Continued fraction of a square root

Let's just do an example. Let's find the continued fraction for $\def\sf{\sqrt 5}\sf$. $\sf\approx 2.23$ or something, and $a_0$ is the integer part of this, which is 2.

Then we subtract $a_0$ from $\sf$ and take the reciprocal. That is, we calculate ${1\over \sf-2}$. If you're using a calculator, this comes out to 4.23 or so. Then $a_1$ is the integer part of this, which is 4. So: $$\sf=2+\cfrac{1}{4+\cfrac1{\vdots}}$$

Where we haven't figured out the $\vdots$ part yet. To get that, we take our $4.23$, subtract $a_1$, and take the reciprocal; that is, we calculate ${1\over 4.23 - 4} \approx 4.23$. This is just the same as we had before, so $a_2$ is 4 again, and continuing in the same way, $a_3 = a_4 = \ldots = 4$: $$\sf=2+\cfrac{1}{4+\cfrac1{4+\cfrac1{4+\cfrac1\vdots}}}$$


This procedure will work for any number whatever, but for $\sf$ we can use a little algebraic cleverness to see that the fours really do repeat.
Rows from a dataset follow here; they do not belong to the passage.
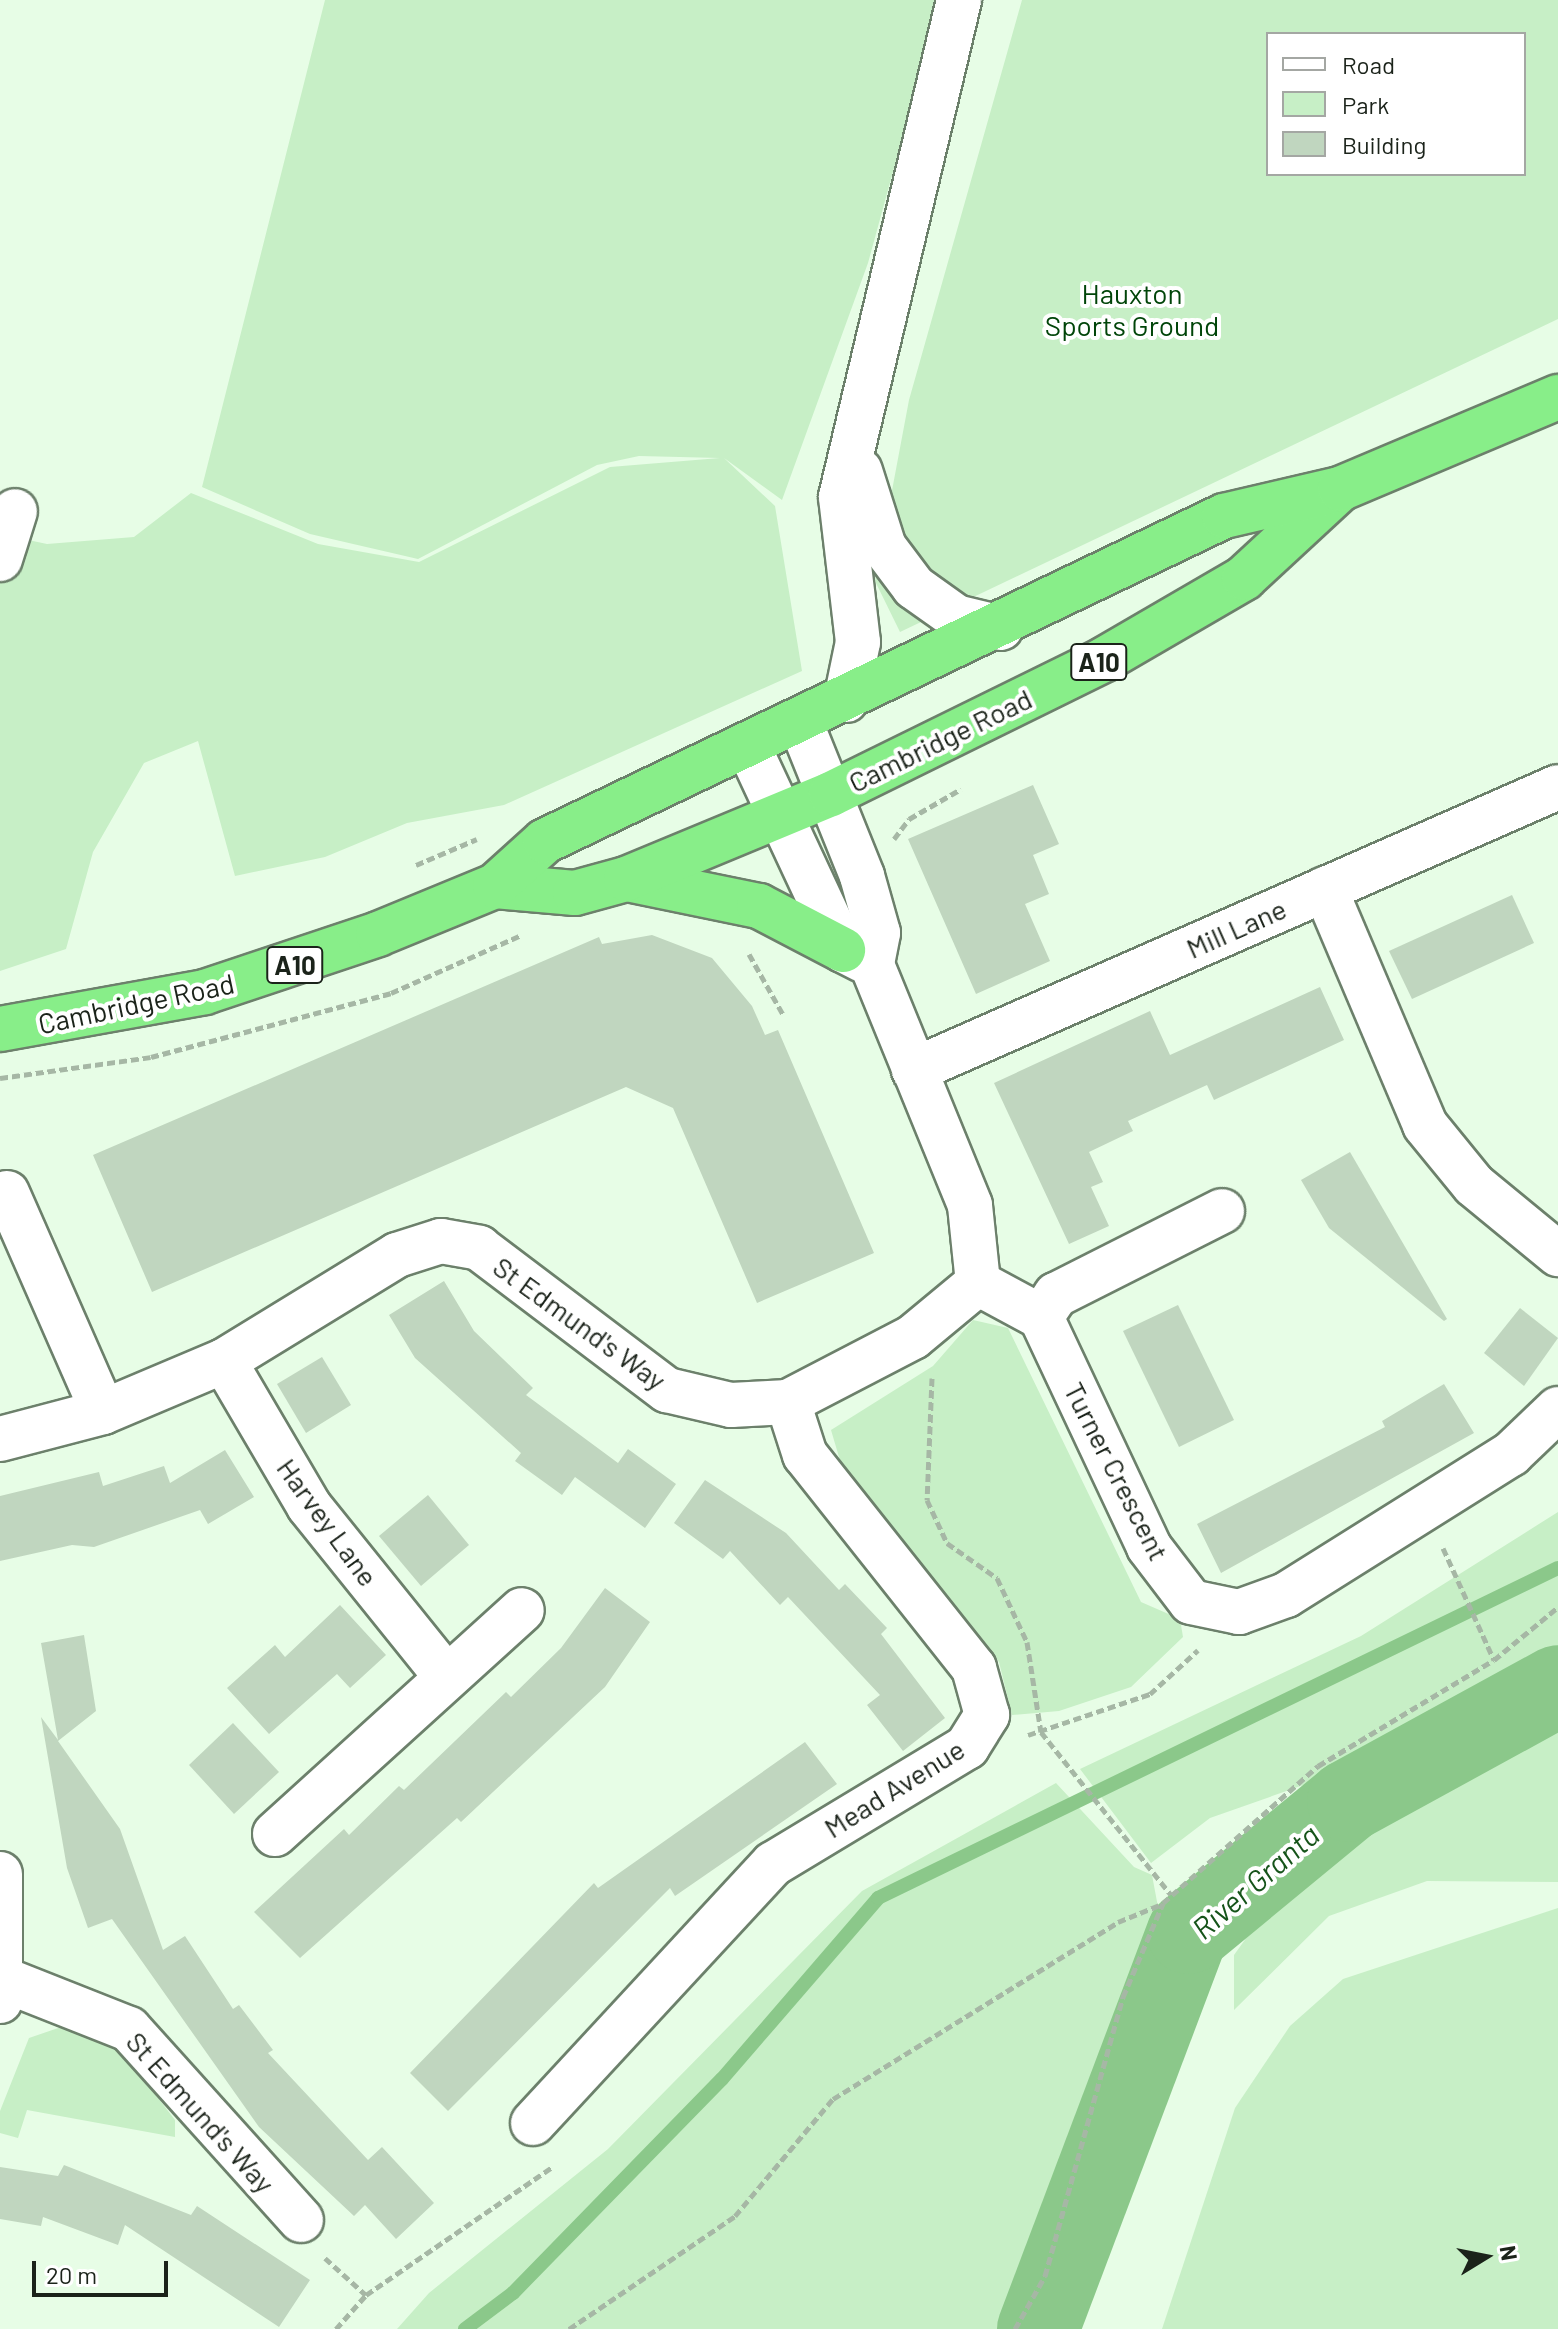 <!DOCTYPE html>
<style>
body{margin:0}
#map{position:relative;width:1558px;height:2329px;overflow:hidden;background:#e7fde6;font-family:Barlow,sans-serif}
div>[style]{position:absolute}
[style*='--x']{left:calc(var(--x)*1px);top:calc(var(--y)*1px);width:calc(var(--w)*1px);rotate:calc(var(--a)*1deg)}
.green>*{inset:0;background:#c7efc6}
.stream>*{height:14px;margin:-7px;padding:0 7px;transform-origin:7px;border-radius:7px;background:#8bc88a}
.river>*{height:82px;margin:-41px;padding:0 41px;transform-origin:41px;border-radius:41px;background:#8bc88a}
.building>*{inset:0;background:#c0d6bf}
.path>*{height:5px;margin-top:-2.5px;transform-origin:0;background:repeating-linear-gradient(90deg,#a6b7a5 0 8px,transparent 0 12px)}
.roads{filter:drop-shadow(2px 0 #6c806b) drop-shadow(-2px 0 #6c806b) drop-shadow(0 2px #6c806b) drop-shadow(0 -2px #6c806b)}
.minor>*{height:44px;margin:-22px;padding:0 22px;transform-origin:22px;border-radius:22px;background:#fff}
.highway>*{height:44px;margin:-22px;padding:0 22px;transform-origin:22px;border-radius:22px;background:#88ee89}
span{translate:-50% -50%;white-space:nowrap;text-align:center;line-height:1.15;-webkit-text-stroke:8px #fff;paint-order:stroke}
.shield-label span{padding:2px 6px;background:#fff;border:2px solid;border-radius:6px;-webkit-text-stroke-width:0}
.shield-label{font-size:26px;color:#1b231a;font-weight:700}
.park-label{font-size:28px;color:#014509}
.street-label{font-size:28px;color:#1b231a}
.water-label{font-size:30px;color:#16541a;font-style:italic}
.legend{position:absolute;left:1266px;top:32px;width:260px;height:144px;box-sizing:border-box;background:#fff;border:2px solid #a4a7a3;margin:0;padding:10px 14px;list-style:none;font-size:24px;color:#1b231a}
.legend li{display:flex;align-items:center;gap:16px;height:40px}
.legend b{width:40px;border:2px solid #a4a7a3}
.north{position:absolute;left:1446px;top:2217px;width:80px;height:80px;-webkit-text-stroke:6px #fff;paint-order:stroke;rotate:80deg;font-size:22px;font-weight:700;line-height:32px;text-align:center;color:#1b231a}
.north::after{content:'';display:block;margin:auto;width:28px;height:36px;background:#1b231a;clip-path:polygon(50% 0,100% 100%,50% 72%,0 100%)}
.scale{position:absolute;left:32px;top:2261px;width:136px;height:36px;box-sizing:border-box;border:4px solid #1b231a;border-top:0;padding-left:10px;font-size:24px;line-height:28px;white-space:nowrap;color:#1b231a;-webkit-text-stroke:6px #fff;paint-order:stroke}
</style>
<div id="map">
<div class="green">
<div style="clip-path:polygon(325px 0,940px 0,868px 263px,782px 500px,724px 458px,775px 506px,802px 671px,504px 805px,407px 823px,325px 857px,235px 876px,198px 741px,144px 763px,93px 852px,66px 949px,0 971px,0 534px,47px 544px,134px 537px,191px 493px,318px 544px,419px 562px,610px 467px,720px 458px,639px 456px,597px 465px,418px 559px,310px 534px,202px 487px)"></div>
<div style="clip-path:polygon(evenodd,1022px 0,1558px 0,1558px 319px,900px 632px,875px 581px,909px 400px,1022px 0,1268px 34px,1524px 34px,1524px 174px,1268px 174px,1268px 34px)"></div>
<div style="clip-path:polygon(973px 1320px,1008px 1328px,1141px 1602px,1180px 1619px,1183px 1637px,1131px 1687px,1059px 1711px,1012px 1715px,999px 1662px,844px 1474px,831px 1430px,933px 1366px)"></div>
<div style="clip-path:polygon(1558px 1512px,1558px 1882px,1427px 1881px,1329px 1916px,1234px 2010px,1234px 1955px,1319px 1837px,1332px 1775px,1210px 1818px,1151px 1863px,1080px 1769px,1361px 1636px)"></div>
<div style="clip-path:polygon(1056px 1783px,1134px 1867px,1152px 1875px,1167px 1955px,1048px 2286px,1022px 2329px,397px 2329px,429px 2293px,608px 2149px,862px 1891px)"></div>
<div style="clip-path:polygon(1558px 1908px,1558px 2329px,1162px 2329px,1235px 2108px,1290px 2026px,1343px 1979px)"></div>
<div style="clip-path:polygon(64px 2026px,114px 2041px,175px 2120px,175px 2137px,27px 2110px,18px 2138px,0 2133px,0 2111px,29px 2038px)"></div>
</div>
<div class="stream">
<div style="--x:465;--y:2329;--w:60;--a:-36.9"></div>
<div style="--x:513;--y:2293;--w:299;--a:-45.7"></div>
<div style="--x:722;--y:2079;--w:239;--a:-49.2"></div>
<div style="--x:878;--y:1898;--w:756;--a:-25.89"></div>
</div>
<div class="river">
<div style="--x:1038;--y:2329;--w:423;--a:-69.3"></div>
<div style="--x:1188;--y:1933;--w:207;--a:-39.5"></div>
<div style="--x:1348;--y:1801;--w:239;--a:-28.7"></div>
</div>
<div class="building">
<div style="clip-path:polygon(1033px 785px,1059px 844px,1033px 855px,1049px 894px,1025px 904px,1050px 961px,976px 994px,908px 839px)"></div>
<div style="clip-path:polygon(1512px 895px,1534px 943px,1412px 999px,1389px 951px)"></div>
<div style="clip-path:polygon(652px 935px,712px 958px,752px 1006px,765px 1035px,778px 1030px,874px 1253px,757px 1303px,673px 1108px,626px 1087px,152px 1292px,93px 1155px,599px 937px,602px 944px)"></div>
<div style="clip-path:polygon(1320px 987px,1344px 1040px,1214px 1100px,1207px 1085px,1128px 1121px,1133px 1131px,1089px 1152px,1103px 1182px,1091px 1187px,1109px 1226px,1069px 1244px,994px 1083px,1150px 1011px,1170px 1055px)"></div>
<div style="clip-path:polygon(1350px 1152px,1447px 1319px,1444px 1321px,1329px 1228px,1301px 1180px)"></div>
<div style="clip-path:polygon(444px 1281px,474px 1331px,533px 1388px,526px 1395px,618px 1463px,628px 1449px,676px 1484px,645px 1528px,575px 1477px,562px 1495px,515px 1461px,521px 1453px,415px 1358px,389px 1315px)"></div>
<div style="clip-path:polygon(1178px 1305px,1234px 1420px,1179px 1447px,1123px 1331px)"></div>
<div style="clip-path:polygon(1520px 1308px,1558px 1338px,1524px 1386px,1484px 1353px)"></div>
<div style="clip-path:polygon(322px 1357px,351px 1405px,306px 1433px,277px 1384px)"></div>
<div style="clip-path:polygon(1444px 1384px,1474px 1433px,1221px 1573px,1197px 1524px,1385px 1427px,1382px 1421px)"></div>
<div style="clip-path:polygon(225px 1450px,254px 1497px,208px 1524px,200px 1510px,94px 1547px,72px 1545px,0 1561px,0 1496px,99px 1472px,103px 1486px,164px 1466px,170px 1483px)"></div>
<div style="clip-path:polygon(705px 1480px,786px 1533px,839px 1590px,845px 1584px,887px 1628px,881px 1634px,945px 1718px,903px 1751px,867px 1705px,880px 1695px,788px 1597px,780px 1605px,730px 1551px,723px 1559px,674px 1523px)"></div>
<div style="clip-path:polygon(428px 1495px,469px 1545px,421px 1586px,379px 1536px)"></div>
<div style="clip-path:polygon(605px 1588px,650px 1622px,605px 1687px,461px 1822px,457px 1818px,300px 1958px,254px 1912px,344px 1829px,349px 1835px,399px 1786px,404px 1790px,506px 1692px,511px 1697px,561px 1648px)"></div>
<div style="clip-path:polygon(340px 1605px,386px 1655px,350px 1688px,337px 1674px,269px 1734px,227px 1688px,275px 1645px,285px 1657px)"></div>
<div style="clip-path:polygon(84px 1635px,96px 1711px,58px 1741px,120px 1829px,163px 1950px,185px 1936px,233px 2009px,239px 2005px,273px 2050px,268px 2053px,368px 2160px,382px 2147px,434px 2203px,396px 2239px,365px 2205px,354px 2216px,259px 2127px,112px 1919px,88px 1928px,67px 1868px,41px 1717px,58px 1740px,41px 1643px)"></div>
<div style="clip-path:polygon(233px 1723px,279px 1772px,234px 1814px,189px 1765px)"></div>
<div style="clip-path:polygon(805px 1742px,837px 1784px,675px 1896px,670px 1888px,448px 2111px,410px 2073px,594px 1883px,598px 1888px)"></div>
<div style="clip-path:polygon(64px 2165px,191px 2215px,197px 2206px,310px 2280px,279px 2327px,125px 2225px,118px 2245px,43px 2217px,41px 2226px,0 2219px,0 2167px,58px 2176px)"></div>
</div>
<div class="path">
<div style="--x:894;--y:839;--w:25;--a:-53"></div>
<div style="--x:909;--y:819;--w:60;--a:-30"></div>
<div style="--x:416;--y:865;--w:66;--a:-23.1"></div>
<div style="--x:749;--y:954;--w:71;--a:60.6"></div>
<div style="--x:0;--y:1078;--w:152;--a:-7.9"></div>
<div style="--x:151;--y:1057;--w:248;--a:-14.9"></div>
<div style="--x:391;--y:993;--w:142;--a:-24"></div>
<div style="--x:932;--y:1378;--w:122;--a:92.3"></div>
<div style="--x:927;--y:1500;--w:47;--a:65.1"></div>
<div style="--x:947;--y:1543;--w:61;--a:35"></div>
<div style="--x:997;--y:1578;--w:71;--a:64.9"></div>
<div style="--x:1027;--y:1642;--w:91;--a:81.2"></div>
<div style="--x:1041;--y:1732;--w:208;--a:51.4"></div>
<div style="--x:1443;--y:1548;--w:123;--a:65.5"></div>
<div style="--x:1028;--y:1735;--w:129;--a:-18.6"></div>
<div style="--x:1150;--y:1694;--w:65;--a:-42.5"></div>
<div style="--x:325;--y:2258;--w:55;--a:42.1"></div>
<div style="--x:336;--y:2329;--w:45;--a:-48.6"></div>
<div style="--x:366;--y:2295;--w:226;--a:-34.5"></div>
<div style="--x:569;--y:2329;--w:201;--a:-34.2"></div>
<div style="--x:735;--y:2216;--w:153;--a:-50.1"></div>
<div style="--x:833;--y:2099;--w:335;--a:-31.8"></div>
<div style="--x:1118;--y:1922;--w:48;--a:-22.2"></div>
<div style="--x:1015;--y:2329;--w:61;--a:-60.5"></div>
<div style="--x:1045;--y:2276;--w:290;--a:-74.4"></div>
<div style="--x:1123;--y:1997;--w:102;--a:-66.9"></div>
<div style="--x:1163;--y:1903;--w:207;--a:-41.5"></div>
<div style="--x:1318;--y:1766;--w:205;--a:-31.1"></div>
<div style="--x:1494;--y:1660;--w:83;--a:-39.6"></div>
</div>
<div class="roads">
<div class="minor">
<div style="--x:860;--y:471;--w:80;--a:72.5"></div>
<div style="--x:884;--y:547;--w:50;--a:53.1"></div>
<div style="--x:914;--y:587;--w:52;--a:35.5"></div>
<div style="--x:956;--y:617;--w:46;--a:13.7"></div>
<div style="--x:0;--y:559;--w:50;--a:-72.6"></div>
<div style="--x:846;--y:700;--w:59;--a:-78.3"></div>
<div style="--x:858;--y:642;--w:146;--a:-96.7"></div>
<div style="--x:841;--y:497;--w:511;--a:-76.64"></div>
<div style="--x:801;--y:724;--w:164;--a:68.1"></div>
<div style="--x:862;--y:876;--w:59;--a:74.3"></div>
<div style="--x:878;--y:933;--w:33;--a:101"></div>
<div style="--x:749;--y:748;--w:223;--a:65"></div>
<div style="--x:843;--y:950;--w:22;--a:27"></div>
<div style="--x:1325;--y:889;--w:256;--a:67"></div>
<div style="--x:1425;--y:1125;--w:77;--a:50.8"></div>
<div style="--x:1474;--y:1185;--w:109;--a:39.4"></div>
<div style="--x:914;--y:1070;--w:703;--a:-23.72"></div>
<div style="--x:7;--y:1193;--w:239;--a:66.3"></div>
<div style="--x:978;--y:1283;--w:72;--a:28.4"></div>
<div style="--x:1041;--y:1317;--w:254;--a:64.8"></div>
<div style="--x:1149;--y:1547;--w:69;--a:52.6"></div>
<div style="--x:1191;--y:1602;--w:49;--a:11.8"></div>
<div style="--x:1239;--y:1612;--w:50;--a:-19.9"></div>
<div style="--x:1286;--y:1595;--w:266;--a:-32.1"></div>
<div style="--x:1511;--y:1454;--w:65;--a:-43.8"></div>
<div style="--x:1041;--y:1317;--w:27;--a:-56"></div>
<div style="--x:1056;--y:1295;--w:186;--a:-26.8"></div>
<div style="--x:224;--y:1361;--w:168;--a:59.6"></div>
<div style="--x:309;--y:1506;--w:216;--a:51.2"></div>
<div style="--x:0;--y:1439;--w:106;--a:-14.7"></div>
<div style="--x:103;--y:1412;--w:131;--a:-22.9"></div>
<div style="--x:224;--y:1361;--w:203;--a:-31.5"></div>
<div style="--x:397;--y:1255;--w:46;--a:-17.7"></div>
<div style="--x:441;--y:1241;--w:39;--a:10"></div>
<div style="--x:479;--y:1248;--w:236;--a:37.1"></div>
<div style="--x:667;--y:1390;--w:66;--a:13.2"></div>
<div style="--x:731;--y:1405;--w:57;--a:-3"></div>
<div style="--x:788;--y:1402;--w:141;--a:-27.5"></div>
<div style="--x:913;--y:1337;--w:85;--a:-39.7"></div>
<div style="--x:978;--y:1283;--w:78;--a:-95.9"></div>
<div style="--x:970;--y:1205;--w:259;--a:-112.2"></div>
<div style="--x:275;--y:1834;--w:333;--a:-42.2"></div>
<div style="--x:0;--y:1874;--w:127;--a:90"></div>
<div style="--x:5;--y:1980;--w:133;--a:21.6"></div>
<div style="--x:129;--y:2029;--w:257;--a:48"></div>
<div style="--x:533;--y:2123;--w:353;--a:-47.2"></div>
<div style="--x:773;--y:1864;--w:227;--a:-31.1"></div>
<div style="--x:967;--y:1747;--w:38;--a:-58"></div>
<div style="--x:987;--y:1715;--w:49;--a:-105.5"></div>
<div style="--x:974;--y:1668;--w:272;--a:-128.4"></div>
<div style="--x:805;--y:1455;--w:56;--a:-107.8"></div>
</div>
<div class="highway">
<div style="--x:627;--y:879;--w:135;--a:11.6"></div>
<div style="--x:759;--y:906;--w:95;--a:27.6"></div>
<div style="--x:495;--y:886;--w:80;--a:5"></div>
<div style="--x:575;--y:893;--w:53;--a:-15.4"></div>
<div style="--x:626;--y:879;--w:222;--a:-22.5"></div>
<div style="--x:831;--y:794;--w:305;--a:-26.2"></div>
<div style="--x:1105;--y:659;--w:161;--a:-30.2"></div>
<div style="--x:1244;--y:578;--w:128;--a:-42.8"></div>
<div style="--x:0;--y:1029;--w:208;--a:-10.2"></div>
<div style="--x:205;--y:992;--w:182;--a:-18.5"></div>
<div style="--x:378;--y:934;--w:126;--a:-22.3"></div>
<div style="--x:495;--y:886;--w:67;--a:-42"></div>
<div style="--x:545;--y:841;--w:753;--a:-25.58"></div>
<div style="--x:1224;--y:516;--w:119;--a:-13.1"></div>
<div style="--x:1340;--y:489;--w:237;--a:-22.9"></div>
</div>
</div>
<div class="shield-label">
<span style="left:1099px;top:662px">A10</span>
<span style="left:295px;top:965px">A10</span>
</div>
<div class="park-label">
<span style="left:1132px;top:309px">Hauxton<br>Sports Ground</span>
</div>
<div class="street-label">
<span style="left:940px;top:740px;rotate:-26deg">Cambridge Road</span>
<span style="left:1236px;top:928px;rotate:-24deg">Mill Lane</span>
<span style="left:136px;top:1003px;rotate:-12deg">Cambridge Road</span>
<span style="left:580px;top:1323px;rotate:36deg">St Edmund's Way</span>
<span style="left:1117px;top:1471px;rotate:63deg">Turner Crescent</span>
<span style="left:328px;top:1522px;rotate:54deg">Harvey Lane</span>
<span style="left:894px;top:1788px;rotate:-32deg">Mead Avenue</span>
<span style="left:201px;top:2112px;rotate:48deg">St Edmund's Way</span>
</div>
<div class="water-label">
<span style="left:1255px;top:1881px;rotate:-41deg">River Granta</span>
</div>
<ul class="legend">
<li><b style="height:10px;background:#fff"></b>Road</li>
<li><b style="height:22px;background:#c7efc6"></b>Park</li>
<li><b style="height:22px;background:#c0d6bf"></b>Building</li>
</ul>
<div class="north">N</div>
<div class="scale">20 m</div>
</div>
When we get to the ${1\over \sf-2}$ stage, we apply algebra to convert this to ${1\over \sf-2}\cdot{\sf+2\over\sf+2} = \sf+2$. So we could say that: $$\begin{align} \sf & = 2 + \cfrac 1{2+\sf}\\ 2 + \sf & = 4 + \cfrac 1{2+\sf}. \end{align}$$

If we substitute the right-hand side of the last equation expression into itself in place of $ 2+ \sf$, we get:

$$ \begin{align} 2+ \sf & = 4 + \cfrac 1{4 + \cfrac 1{2+\sf}} \\ & = 4 + \cfrac 1{4 + \cfrac 1{4 + \cfrac 1{2+\sf}}} \\ & = 4 + \cfrac 1{4 + \cfrac 1{4 + \cfrac 1{4 + \cfrac 1{2+\sf}}}} \\ & = \cdots \end{align} $$

and it's evident that the fours will repeat forever.


Confirm the algebraic identity: $$\sqrt n=a+\frac{n-a^2}{a+\sqrt n}$$ Then chose whatever value of 'a' you want, and just keep on pluging in $\sqrt n$